O elenco, esse, para além dos dois protagonistas gémeos que são inéditos ao universo, é recheado por quase 30 personagens (sem contar com os adicionados em DLCs) que acompanham a história da longa série da Nintendo e que nos traz muitos personagens fan-favourite como como Marth e Crom.

Desenganemo-nos se esperamos a mesma complexidade narrativa tão própria da série Fire Emblem. Ainda que este Fire Emblem Warriors se esforce em criar uma linha de enredo simples, coesa e respeitosa para com a qualidade do universo original, dificilmente poderíamos esperar a complexidade e a construção e evolução de relacionamentos tão própria nos jogos originais, a surgir num hack ‘n slash como um Warriors.

A transição visual de muitos personagens que nos habituámos a conhecer em ilustrações estáticas ou em pequenas animações em sprite ganham aqui uma fabulosa transição tridimensional que foi fielmente reproduzida a partir do estilo único dos artistas da Intelligent Systems.

No entanto houve um segundo momento de “tradução” entre as mecânicas de Fire Emblem (o tactical RPG) e este hack ‘n slash, com a possibilidade de emparelharmos os nossos personagens, criando elos de ligação crescentes que despoletarão ataques únicos e especiais à medida que avançamos no jogo.

E é claro, a terceira e última “inovação” para um Warriors é a inclusão de um modo clássico que mimetiza o que conhecemos da série original: perder um personagem em batalha significa que ele ficou “inoperacional” e que só conseguirá voltar ao combate se o “ressuscitarmos” com um custo específico, o que nos irá obrigar a gerir muito bem as fragilidades e as barras de HP dos nossos personagens.

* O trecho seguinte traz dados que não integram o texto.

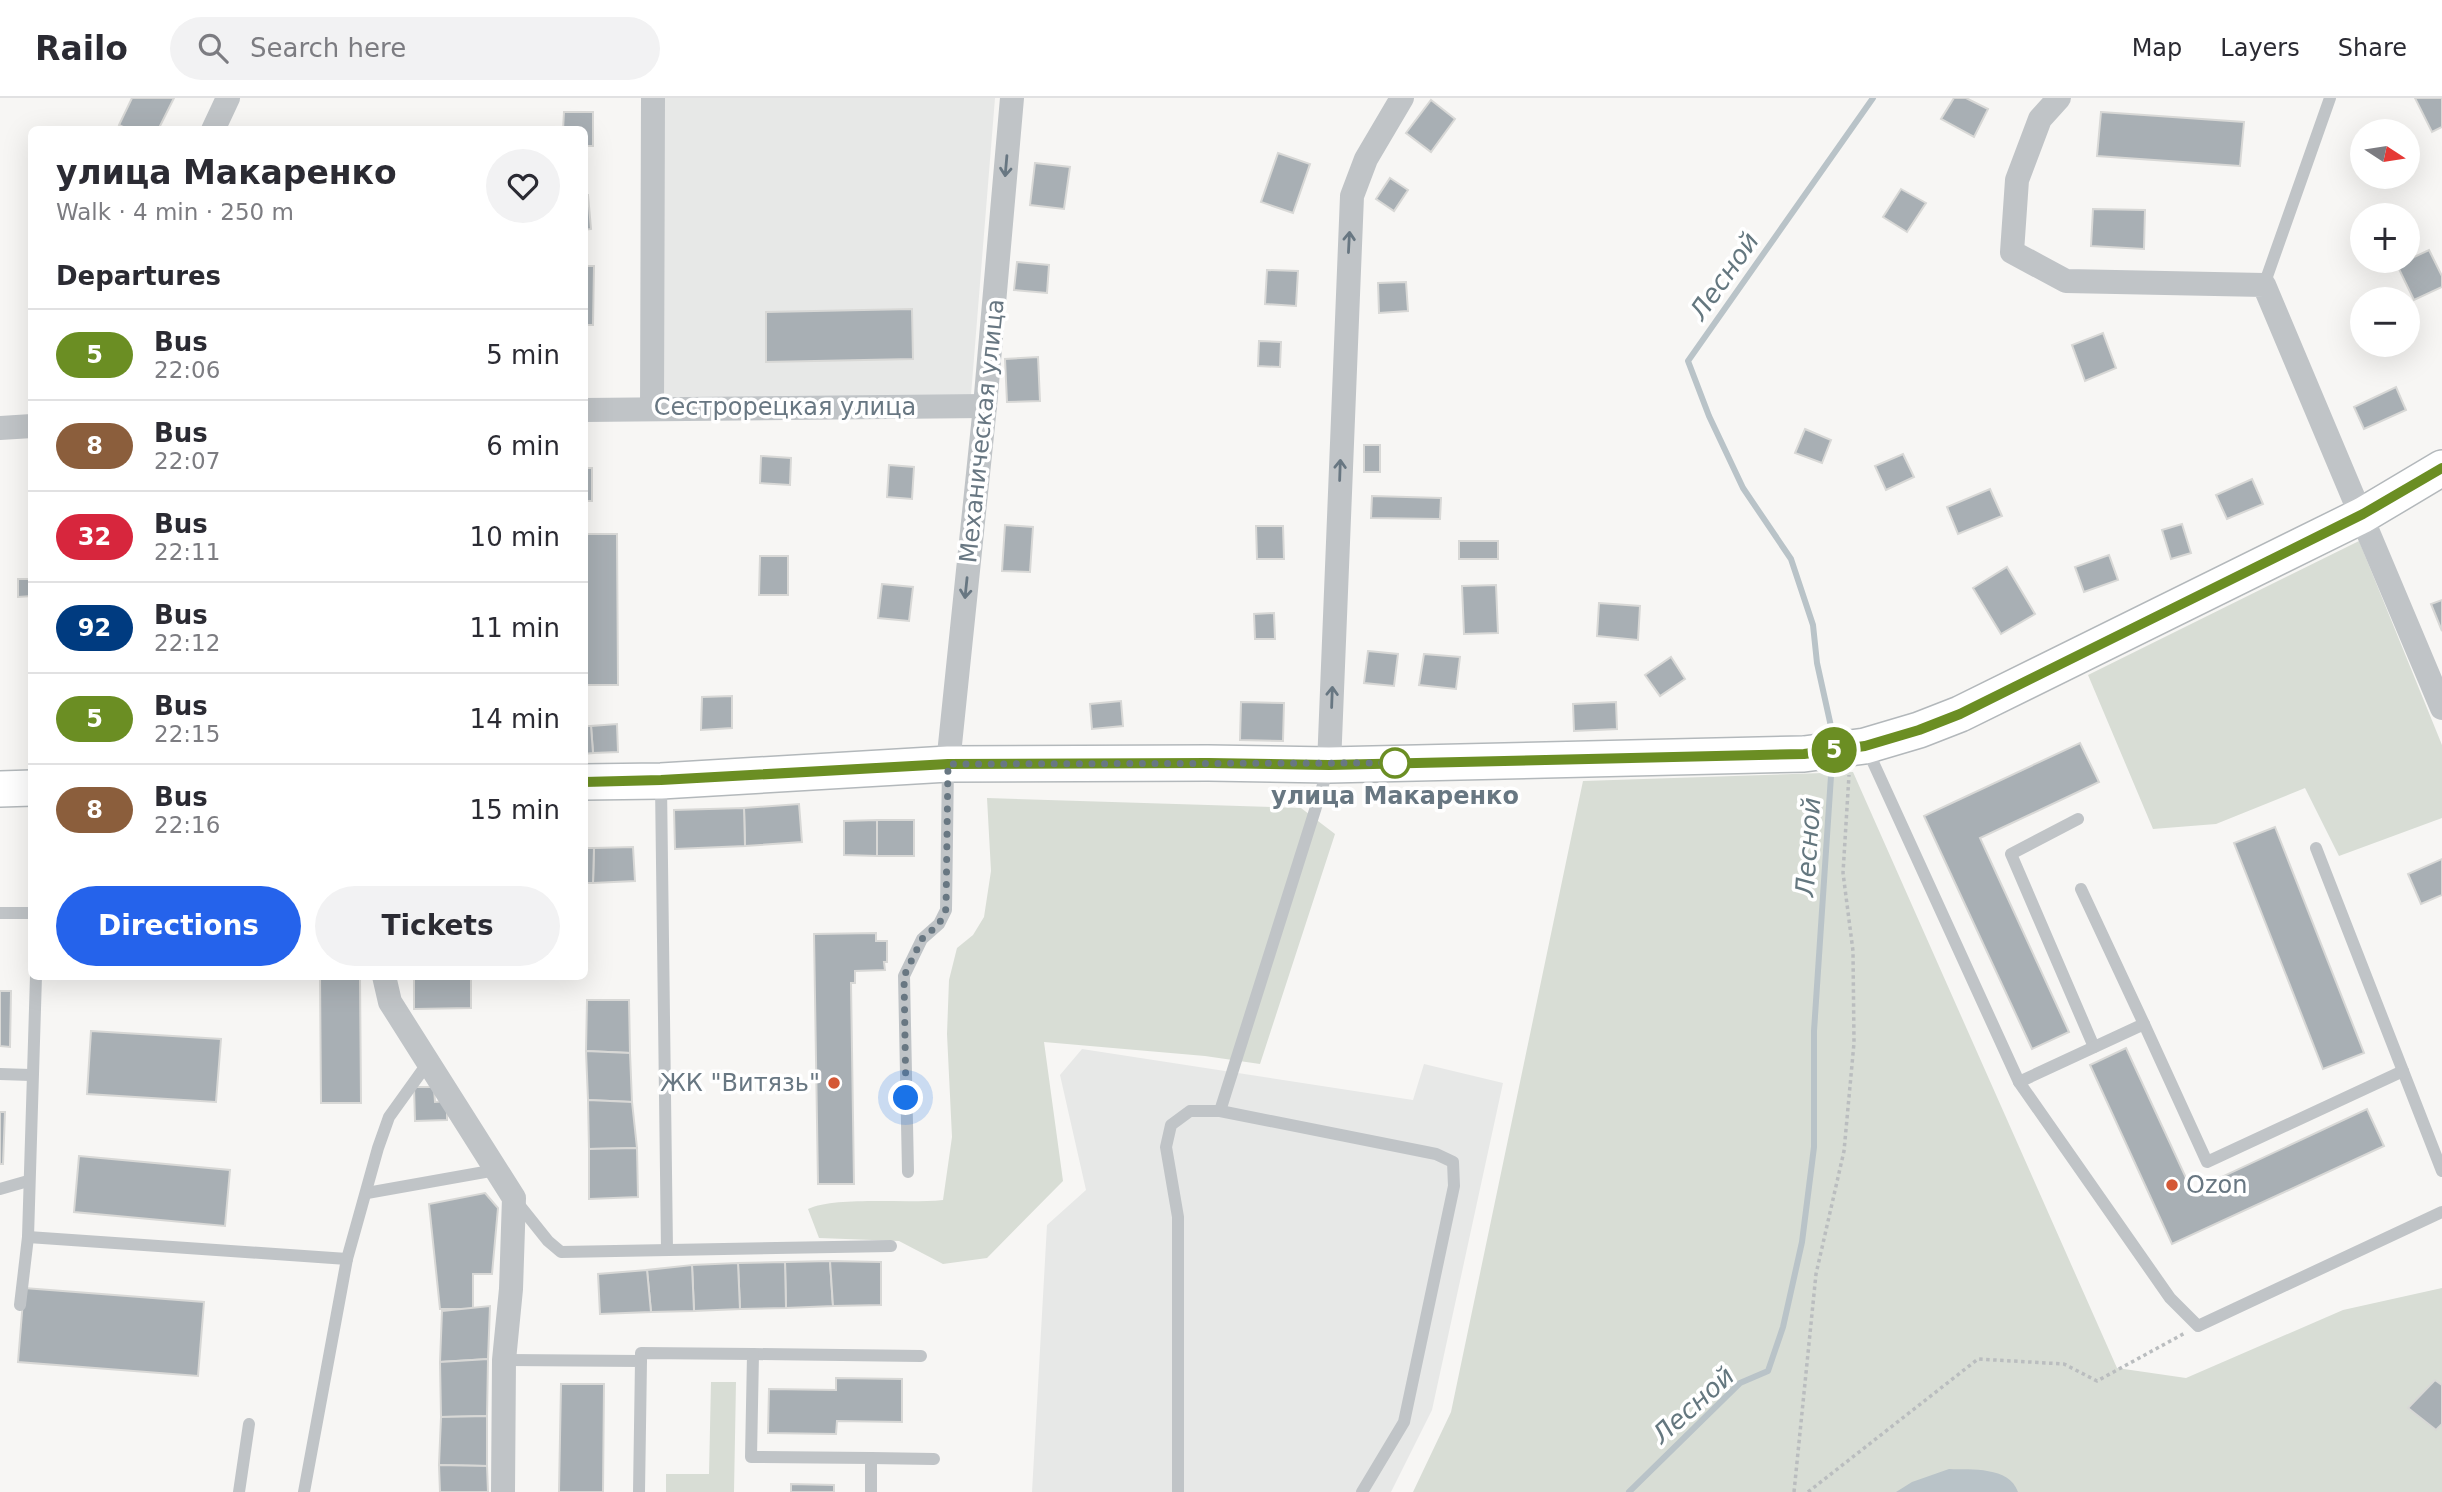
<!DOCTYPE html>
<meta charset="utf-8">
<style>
:root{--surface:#fff;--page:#f2f2f3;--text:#2b2b33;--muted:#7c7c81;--line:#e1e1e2;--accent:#2563eb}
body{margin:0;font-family:"DejaVu Sans",sans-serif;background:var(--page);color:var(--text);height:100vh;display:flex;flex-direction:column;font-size:26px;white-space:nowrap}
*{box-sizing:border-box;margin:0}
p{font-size:23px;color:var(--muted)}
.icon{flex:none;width:38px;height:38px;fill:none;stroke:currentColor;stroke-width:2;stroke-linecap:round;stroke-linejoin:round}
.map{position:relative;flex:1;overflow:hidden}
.details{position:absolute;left:28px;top:28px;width:560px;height:854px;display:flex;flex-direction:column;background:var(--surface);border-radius:10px;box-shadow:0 7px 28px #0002}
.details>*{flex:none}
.badge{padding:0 14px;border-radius:23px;font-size:24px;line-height:46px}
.needle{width:46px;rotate:102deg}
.controls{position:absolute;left:2350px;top:21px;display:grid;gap:14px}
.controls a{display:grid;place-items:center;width:70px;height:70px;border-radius:50%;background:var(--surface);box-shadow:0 7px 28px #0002;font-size:35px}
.you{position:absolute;width:35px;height:35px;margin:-18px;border:5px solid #fff;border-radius:50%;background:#1a73e8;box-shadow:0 0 0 10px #1a73e833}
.map>.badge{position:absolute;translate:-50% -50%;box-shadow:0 0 0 4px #fff}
h2{padding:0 28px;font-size:26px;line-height:63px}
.round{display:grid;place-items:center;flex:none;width:74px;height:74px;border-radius:37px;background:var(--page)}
.headline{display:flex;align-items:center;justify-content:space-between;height:119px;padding:0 28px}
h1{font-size:33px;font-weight:700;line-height:52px}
.button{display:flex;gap:14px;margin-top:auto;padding:14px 28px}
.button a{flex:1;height:80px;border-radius:42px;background:var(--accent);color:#fff;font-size:28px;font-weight:700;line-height:80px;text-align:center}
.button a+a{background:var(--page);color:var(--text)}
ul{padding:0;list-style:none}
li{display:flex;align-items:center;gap:21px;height:91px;padding:0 28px;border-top:2px solid var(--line)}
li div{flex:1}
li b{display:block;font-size:26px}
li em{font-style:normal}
li .badge{min-width:77px;font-weight:700;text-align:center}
header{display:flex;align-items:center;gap:42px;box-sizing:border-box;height:98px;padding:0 35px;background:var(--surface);border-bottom:2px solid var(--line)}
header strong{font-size:33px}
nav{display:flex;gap:38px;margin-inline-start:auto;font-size:24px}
.search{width:490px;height:63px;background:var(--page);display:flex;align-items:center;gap:18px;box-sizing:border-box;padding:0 24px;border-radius:38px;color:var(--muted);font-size:26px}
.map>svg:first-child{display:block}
</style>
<header>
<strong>Railo</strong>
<div class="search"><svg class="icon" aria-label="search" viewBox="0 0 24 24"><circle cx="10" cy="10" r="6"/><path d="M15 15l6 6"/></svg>Search here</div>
<nav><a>Map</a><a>Layers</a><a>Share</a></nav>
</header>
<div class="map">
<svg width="2442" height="1394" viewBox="0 0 2442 1394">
<rect width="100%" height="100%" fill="#f7f6f4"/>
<g fill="#e7e8e7">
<polygon points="657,0 995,0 971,297 656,304"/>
<polygon points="1082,951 1413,1002 1424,966 1503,985 1432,1312 1391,1394 1032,1394 1047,1127 1086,1092 1060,977"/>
</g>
<g fill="#d8ddd5">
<polygon points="2359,443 2442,647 2442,720 2339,758 2305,690 2216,726 2153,731 2088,577"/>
<polygon points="1853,674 2117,1270 2186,1280 2343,1212 2442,1190 2442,1394 1413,1394 1451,1314 1583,683"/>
<path d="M987,700L1301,710L1335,736L1260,966L1205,958L1044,944L1063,1083L987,1160L943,1166L899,1143L819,1140L808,1111C838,1098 905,1106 943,1102L952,1039L947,936L949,882L957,850L973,837L984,819L991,773Z"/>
<polygon points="711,1284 736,1284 734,1394 666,1394 666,1376 709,1376"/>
</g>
<path fill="#b9c3c8" d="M1949,1371C1971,1372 2009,1368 2018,1394H1896L1912,1384Z"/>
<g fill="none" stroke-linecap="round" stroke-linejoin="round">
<g stroke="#b9c3c8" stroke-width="6">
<polyline points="1834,642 1817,565 1813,527 1791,461 1743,390 1709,318 1688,263 1873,0"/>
<polyline points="1629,1394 1740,1285 1768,1273 1783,1229 1802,1144 1814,1049 1814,933 1832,663"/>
</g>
</g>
<g fill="#a8afb4" stroke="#d8d8d6" stroke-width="2">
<polygon points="132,0 174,0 158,32 129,32 119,27"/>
<polygon points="1954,0 1966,0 1988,11 1974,39 1941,21"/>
<polygon points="2415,0 2442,0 2442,29 2432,34"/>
<polygon points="1431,2 1455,21 1431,54 1406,35"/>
<polygon points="564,14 593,14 593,48 584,48 584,32 563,32"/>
<polygon points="2101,14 2244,24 2240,68 2097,58"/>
<polygon points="1278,55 1310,66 1293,115 1261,104"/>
<polygon points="1035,65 1070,69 1064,111 1030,107"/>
<polygon points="1390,80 1408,92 1394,113 1376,101"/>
<polygon points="1901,91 1926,105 1907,134 1883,119"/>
<polygon points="584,97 588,97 591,131 584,132"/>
<polygon points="2093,111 2145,112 2144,151 2091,148"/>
<polygon points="2429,152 2442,178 2442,189 2414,202 2397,167"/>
<polygon points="1017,164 1049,167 1047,195 1014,192"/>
<polygon points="584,168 594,168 593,227 584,227"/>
<polygon points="1267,172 1298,173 1296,208 1265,206"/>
<polygon points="1406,184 1408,213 1379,215 1378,185"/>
<polygon points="912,211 913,261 766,264 766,214"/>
<polygon points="2103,235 2116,270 2085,283 2072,247"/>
<polygon points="1259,243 1281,244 1280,269 1258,268"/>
<polygon points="1038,259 1040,303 1007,304 1005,261"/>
<polygon points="2396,289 2406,312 2364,331 2354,309"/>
<polygon points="1805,331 1831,342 1822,365 1795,355"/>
<rect x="1364" y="347" width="16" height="27"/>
<polygon points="1903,356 1914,379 1886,392 1875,368"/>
<polygon points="761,358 791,360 790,387 760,385"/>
<polygon points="889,367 914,369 912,401 887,399"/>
<rect x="584" y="370" width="8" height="33"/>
<polygon points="2252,381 2263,406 2227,421 2216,397"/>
<polygon points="1990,391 2002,418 1958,436 1947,409"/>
<polygon points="1372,398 1441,400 1440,421 1371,420"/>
<polygon points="2182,426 2191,455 2171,461 2162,432"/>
<polygon points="1005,427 1033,429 1030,474 1002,473"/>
<polygon points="1256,428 1283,428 1284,461 1257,461"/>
<polygon points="584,436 617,436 618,587 584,587"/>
<rect x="1459" y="443" width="39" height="18"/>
<polygon points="2109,457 2118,482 2084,494 2075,469"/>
<polygon points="760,458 788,458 788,497 759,497"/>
<polygon points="2007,469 2035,516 2001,536 1973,490"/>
<polygon points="18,481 32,481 32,498 18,499"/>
<polygon points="882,486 913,489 909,523 878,520"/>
<polygon points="1496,487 1498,535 1464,536 1462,488"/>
<polygon points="2442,502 2442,533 2431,506"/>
<polygon points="1599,505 1640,508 1638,542 1597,538"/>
<polygon points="1274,515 1275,541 1255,541 1254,516"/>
<polygon points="1368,553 1398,556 1394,588 1364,585"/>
<polygon points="1424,556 1460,559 1456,591 1419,587"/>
<polygon points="1671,559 1685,581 1660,598 1645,577"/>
<polygon points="732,598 732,630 701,632 702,599"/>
<polygon points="1121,603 1123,628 1092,631 1090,606"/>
<polygon points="1241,604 1284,605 1283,643 1240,642"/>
<polygon points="1616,604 1617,631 1574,633 1573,606"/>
<polygon points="617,626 618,654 593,655 591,628"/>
<polygon points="584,628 591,628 593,655 584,656"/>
<polygon points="2080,645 2099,684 1980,740 2069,934 2032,951 1924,718"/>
<polygon points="799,706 802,744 745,748 744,710"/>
<polygon points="744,710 745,748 675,751 674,712"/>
<polygon points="877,722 877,758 844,757 844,723"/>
<rect x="877" y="722" width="37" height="36"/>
<polygon points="2275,729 2364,955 2323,971 2234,745"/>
<polygon points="633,749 635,783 593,785 594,750"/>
<polygon points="584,750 594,750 593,785 584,785"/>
<polygon points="2442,761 2442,797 2421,806 2408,776"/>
<polygon points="876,835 876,843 887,843 887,864 884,864 885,872 855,873 855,885 851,885 854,1086 818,1086 814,836"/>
<polygon points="320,878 360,878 361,1005 321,1005"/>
<polygon points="414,878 471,878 471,910 414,911"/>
<polygon points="0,893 11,893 10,949 0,948"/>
<polygon points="587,902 629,902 630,955 586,953"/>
<polygon points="91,933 221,941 216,1004 87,996"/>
<polygon points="2126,950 2192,1093 2367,1011 2384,1048 2172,1146 2090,967"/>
<polygon points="586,953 630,955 632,1004 588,1002"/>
<polygon points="414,989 434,989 435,1004 447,1003 447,1022 415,1023"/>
<polygon points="588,1002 632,1004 637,1050 589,1051"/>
<polygon points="0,1014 5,1014 3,1066 0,1066"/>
<polygon points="637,1050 638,1099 589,1101 589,1051"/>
<polygon points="79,1058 230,1072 225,1128 74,1114"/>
<polygon points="485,1095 498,1110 492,1176 473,1176 473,1211 440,1211 429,1106"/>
<polygon points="830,1163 833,1208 786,1210 785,1164"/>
<polygon points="830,1163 881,1164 881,1207 833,1208"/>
<polygon points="785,1164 786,1210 740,1211 738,1165"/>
<polygon points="738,1165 740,1211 694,1213 692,1167"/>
<polygon points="692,1167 694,1213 651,1214 647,1172"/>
<polygon points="647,1172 651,1214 600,1216 598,1176"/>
<polygon points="24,1190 204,1204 198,1278 18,1264"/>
<polygon points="490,1208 488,1261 440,1264 442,1213"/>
<polygon points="488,1261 487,1318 441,1319 440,1264"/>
<polygon points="836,1280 902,1281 902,1324 837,1323 836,1336 768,1335 769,1291 836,1292"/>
<polygon points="2435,1282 2442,1287 2442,1326 2436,1332 2408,1310"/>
<polygon points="561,1286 604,1286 603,1394 559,1394"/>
<polygon points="487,1318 487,1368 439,1367 441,1319"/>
<polygon points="439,1367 487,1368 488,1394 440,1394"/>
<polygon points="791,1386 834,1387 834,1394 791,1394"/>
</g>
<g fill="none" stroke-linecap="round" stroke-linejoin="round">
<defs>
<g id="secondary">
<polyline points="584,684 661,683 948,666 1208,665 1329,667 1804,656 1865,648 1919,632 1960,616 2363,417 2442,370"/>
<polyline points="0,691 32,690"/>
</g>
</defs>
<use href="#secondary" stroke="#b3b8bb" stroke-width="38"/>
<g stroke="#babdbf" stroke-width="3.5" stroke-dasharray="3.5 3.5" stroke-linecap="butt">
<polyline points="1794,1394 1816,1176 1844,1053 1854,945 1853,853 1843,775 1849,677"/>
<polyline points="1808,1394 1978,1261 2064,1266 2097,1283 2185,1235"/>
</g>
<g stroke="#c0c4c7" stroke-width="12">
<polyline points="2264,187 2330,0"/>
<polyline points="1867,651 2019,984 2170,1200 2198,1228 2442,1114"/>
<polyline points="661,687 667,1152"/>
<polyline points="2078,721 2011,756 2094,949"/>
<polyline points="2316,750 2442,1073"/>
<polyline points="2081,791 2144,926"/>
<polyline points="0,815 32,815"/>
<polyline points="0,976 31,977"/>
<polyline points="2019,984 2144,926 2207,1064 2403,973"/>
<polyline points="1220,1013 1328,671"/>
<polyline points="908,1074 904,878 922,841 939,826 946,812 948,667"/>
<polyline points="0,1091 28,1083"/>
<polyline points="367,1095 496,1072"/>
<polyline points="516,1103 548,1143 561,1154 891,1148"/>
<polyline points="28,1139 347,1161"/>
<polyline points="20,1207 28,1139 36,878"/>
<polyline points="753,1256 921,1258"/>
<polyline points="504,1262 641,1263 639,1394"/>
<polyline points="641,1263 641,1255 753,1256 751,1359 871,1360 871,1394"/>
<polyline points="871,1360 934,1361"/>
<polyline points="239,1394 249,1326"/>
<polyline points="304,1394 347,1161 378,1050 389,1019 427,966"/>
<polyline points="1178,1394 1178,1119 1166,1049 1171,1027 1190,1013 1220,1013 1436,1056 1453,1064 1454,1088 1404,1324 1362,1394"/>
</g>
<g stroke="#c0c4c7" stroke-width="24">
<polyline points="2059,0 2040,21 2017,82 2012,154 2066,183 2264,187 2442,610"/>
<polyline points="213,32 228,0"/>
<polyline points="652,310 653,0"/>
<polyline points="584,312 985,308"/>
<polyline points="0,330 32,328"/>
<polyline points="948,666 985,308 1012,0"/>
<polyline points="1329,667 1352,98 1366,61 1402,0"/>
<polyline points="384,878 390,904 514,1100 511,1191 504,1262 503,1394"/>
</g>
<use href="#secondary" stroke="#fff" stroke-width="35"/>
</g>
<defs><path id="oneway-shaft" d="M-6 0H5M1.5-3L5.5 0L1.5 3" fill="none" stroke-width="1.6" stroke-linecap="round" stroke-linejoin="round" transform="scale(1.75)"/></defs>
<g stroke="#687782">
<use href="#oneway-shaft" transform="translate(1006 68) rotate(95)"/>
<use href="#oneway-shaft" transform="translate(1349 144) rotate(-87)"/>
<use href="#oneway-shaft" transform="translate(1340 372) rotate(-88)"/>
<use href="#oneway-shaft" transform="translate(966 490) rotate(96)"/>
<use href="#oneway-shaft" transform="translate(1332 599) rotate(-88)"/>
</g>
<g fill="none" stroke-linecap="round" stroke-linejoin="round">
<defs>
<polyline id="line" points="584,684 661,682 948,666 1208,665 1329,667 1804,656 1865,648 1919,632 1960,616 2363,416 2442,370"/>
</defs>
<use href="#line" stroke="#fff" stroke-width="16"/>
<use href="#line" stroke="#6b8e23" stroke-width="10"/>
<polyline stroke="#687782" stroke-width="7" stroke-dasharray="0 12.6" points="906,1000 904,878 922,841 939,826 946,811 948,666 1395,665"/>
</g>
<circle fill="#fff" stroke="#6b8e23" stroke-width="3.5" cx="1395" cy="665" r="14"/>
<g fill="#d45836" stroke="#fff" stroke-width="2.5">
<circle cx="834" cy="985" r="7"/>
<circle cx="2172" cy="1087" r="7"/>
</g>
<g text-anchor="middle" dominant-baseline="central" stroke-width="7" stroke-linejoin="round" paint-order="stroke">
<g font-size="24" fill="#687782" stroke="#fff">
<text x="785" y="309">Сестрорецкая улица</text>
<text transform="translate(982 333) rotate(-84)">Механическая улица</text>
</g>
<g font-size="24" font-weight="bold" fill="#687782" stroke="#fff">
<text x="1395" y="698">улица Макаренко</text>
</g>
<g font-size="24" fill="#687782" stroke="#fff" text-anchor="end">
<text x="820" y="985">ЖК "Витязь"</text>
<text x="2186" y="1087" text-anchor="start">Ozon</text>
</g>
<g font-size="26" font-style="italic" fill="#64777f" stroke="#fff">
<text transform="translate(1724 178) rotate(-55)">Лесной</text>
<text transform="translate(1808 749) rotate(-86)">Лесной</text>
<text transform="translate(1693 1307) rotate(-42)">Лесной</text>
</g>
</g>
</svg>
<div class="controls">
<a><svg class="needle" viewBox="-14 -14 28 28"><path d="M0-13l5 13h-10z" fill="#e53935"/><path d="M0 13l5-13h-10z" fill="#7c7c81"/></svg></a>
<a>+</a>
<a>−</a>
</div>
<div class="you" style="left:906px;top:1000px"></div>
<b class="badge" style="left:1834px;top:652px;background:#6b8e23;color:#fff">5</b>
<section class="details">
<div class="headline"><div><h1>улица Макаренко</h1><p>Walk · 4 min · 250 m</p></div><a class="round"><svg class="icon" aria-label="heart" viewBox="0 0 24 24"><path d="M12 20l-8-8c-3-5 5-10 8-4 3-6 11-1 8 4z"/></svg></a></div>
<h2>Departures</h2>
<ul>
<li><span class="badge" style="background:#6b8e23;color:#fff">5</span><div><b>Bus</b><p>22:06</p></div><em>5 min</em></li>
<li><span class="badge" style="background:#8b5e3c;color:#fff">8</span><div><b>Bus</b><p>22:07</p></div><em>6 min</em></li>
<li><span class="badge" style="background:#d7263d;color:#fff">32</span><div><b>Bus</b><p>22:11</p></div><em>10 min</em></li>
<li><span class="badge" style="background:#003b80;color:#fff">92</span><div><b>Bus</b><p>22:12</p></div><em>11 min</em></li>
<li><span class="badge" style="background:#6b8e23;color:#fff">5</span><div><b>Bus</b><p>22:15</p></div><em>14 min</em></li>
<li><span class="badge" style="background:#8b5e3c;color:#fff">8</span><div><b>Bus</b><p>22:16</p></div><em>15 min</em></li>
</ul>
<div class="button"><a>Directions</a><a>Tickets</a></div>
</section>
</div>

Fire Emblem Warriors é interessante, e é potencialmente exponenciado pela portabilidade tanto da Switch (a versão que jogámos a fundo) e a New 3DS. O tipo de jogo musou ajusta-se a tempos de jogo curtos, e facilmente conseguimos um tempo para começar e terminar uma missão e sentir todo o usufruto da adrenalina de um Warriors. Apesar das dificuldades que poderíamos encontrar ao transitar um jogo com o ritmo muito próprio como Fire Emblem para a linguagem de Warriors, a realidade é que esta união trouxe um sabor diferente a um prato que tão bem conhecemos e adoramos. E que não fez perder o seu paladar tão original.